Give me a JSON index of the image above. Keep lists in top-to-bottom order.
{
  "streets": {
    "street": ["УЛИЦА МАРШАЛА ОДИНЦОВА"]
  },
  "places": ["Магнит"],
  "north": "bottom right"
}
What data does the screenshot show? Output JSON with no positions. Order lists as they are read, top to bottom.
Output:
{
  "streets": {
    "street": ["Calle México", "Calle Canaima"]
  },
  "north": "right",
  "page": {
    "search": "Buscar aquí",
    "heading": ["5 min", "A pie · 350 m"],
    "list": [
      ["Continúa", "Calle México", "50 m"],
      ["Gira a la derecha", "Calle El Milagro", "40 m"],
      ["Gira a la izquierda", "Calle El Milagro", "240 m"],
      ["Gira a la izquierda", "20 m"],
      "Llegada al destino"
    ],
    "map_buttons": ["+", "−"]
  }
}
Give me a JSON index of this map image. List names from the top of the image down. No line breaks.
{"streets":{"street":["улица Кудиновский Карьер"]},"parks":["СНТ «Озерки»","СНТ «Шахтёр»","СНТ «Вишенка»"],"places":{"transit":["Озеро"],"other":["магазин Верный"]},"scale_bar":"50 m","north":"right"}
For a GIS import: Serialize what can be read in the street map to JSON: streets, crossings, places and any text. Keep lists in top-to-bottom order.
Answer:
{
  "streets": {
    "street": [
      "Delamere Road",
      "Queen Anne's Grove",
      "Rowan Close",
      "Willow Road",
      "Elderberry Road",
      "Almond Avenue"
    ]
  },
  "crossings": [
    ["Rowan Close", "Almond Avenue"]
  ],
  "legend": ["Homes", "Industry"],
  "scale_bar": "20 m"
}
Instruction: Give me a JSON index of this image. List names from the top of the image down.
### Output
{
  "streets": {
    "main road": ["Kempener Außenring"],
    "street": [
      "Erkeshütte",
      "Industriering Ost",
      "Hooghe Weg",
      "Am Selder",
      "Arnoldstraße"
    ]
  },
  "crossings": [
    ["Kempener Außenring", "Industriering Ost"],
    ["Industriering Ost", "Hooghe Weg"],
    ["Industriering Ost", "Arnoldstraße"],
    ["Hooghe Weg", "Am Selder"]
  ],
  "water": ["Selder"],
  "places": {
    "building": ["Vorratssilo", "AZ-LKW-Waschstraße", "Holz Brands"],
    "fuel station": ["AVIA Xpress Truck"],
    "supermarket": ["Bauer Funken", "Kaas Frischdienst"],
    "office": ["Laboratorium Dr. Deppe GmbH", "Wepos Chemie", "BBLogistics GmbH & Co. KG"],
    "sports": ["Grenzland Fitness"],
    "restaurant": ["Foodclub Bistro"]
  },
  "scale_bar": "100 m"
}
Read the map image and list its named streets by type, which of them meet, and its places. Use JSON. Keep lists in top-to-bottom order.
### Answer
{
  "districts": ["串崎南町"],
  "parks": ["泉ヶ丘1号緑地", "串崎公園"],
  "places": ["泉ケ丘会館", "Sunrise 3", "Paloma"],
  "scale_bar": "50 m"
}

* _Problem description_:
Go through the entries above and restate each one exactly.

* _Solution_:
Give me a JSON index of the image above. Keep lists in top-to-bottom order.
{
  "streets": {
    "street": ["УЛИЦА МАРШАЛА ОДИНЦОВА"]
  },
  "places": ["Магнит"],
  "north": "bottom right"
}
What data does the screenshot show? Output JSON with no positions. Order lists as they are read, top to bottom.
Output:
{
  "streets": {
    "street": ["Calle México", "Calle Canaima"]
  },
  "north": "right",
  "page": {
    "search": "Buscar aquí",
    "heading": ["5 min", "A pie · 350 m"],
    "list": [
      ["Continúa", "Calle México", "50 m"],
      ["Gira a la derecha", "Calle El Milagro", "40 m"],
      ["Gira a la izquierda", "Calle El Milagro", "240 m"],
      ["Gira a la izquierda", "20 m"],
      "Llegada al destino"
    ],
    "map_buttons": ["+", "−"]
  }
}
Give me a JSON index of this map image. List names from the top of the image down. No line breaks.
{"streets":{"street":["улица Кудиновский Карьер"]},"parks":["СНТ «Озерки»","СНТ «Шахтёр»","СНТ «Вишенка»"],"places":{"transit":["Озеро"],"other":["магазин Верный"]},"scale_bar":"50 m","north":"right"}
For a GIS import: Serialize what can be read in the street map to JSON: streets, crossings, places and any text. Keep lists in top-to-bottom order.
Answer:
{
  "streets": {
    "street": [
      "Delamere Road",
      "Queen Anne's Grove",
      "Rowan Close",
      "Willow Road",
      "Elderberry Road",
      "Almond Avenue"
    ]
  },
  "crossings": [
    ["Rowan Close", "Almond Avenue"]
  ],
  "legend": ["Homes", "Industry"],
  "scale_bar": "20 m"
}
Instruction: Give me a JSON index of this image. List names from the top of the image down.
### Output
{
  "streets": {
    "main road": ["Kempener Außenring"],
    "street": [
      "Erkeshütte",
      "Industriering Ost",
      "Hooghe Weg",
      "Am Selder",
      "Arnoldstraße"
    ]
  },
  "crossings": [
    ["Kempener Außenring", "Industriering Ost"],
    ["Industriering Ost", "Hooghe Weg"],
    ["Industriering Ost", "Arnoldstraße"],
    ["Hooghe Weg", "Am Selder"]
  ],
  "water": ["Selder"],
  "places": {
    "building": ["Vorratssilo", "AZ-LKW-Waschstraße", "Holz Brands"],
    "fuel station": ["AVIA Xpress Truck"],
    "supermarket": ["Bauer Funken", "Kaas Frischdienst"],
    "office": ["Laboratorium Dr. Deppe GmbH", "Wepos Chemie", "BBLogistics GmbH & Co. KG"],
    "sports": ["Grenzland Fitness"],
    "restaurant": ["Foodclub Bistro"]
  },
  "scale_bar": "100 m"
}
Read the map image and list its named streets by type, which of them meet, and its places. Use JSON. Keep lists in top-to-bottom order.
### Answer
{
  "districts": ["串崎南町"],
  "parks": ["泉ヶ丘1号緑地", "串崎公園"],
  "places": ["泉ケ丘会館", "Sunrise 3", "Paloma"],
  "scale_bar": "50 m"
}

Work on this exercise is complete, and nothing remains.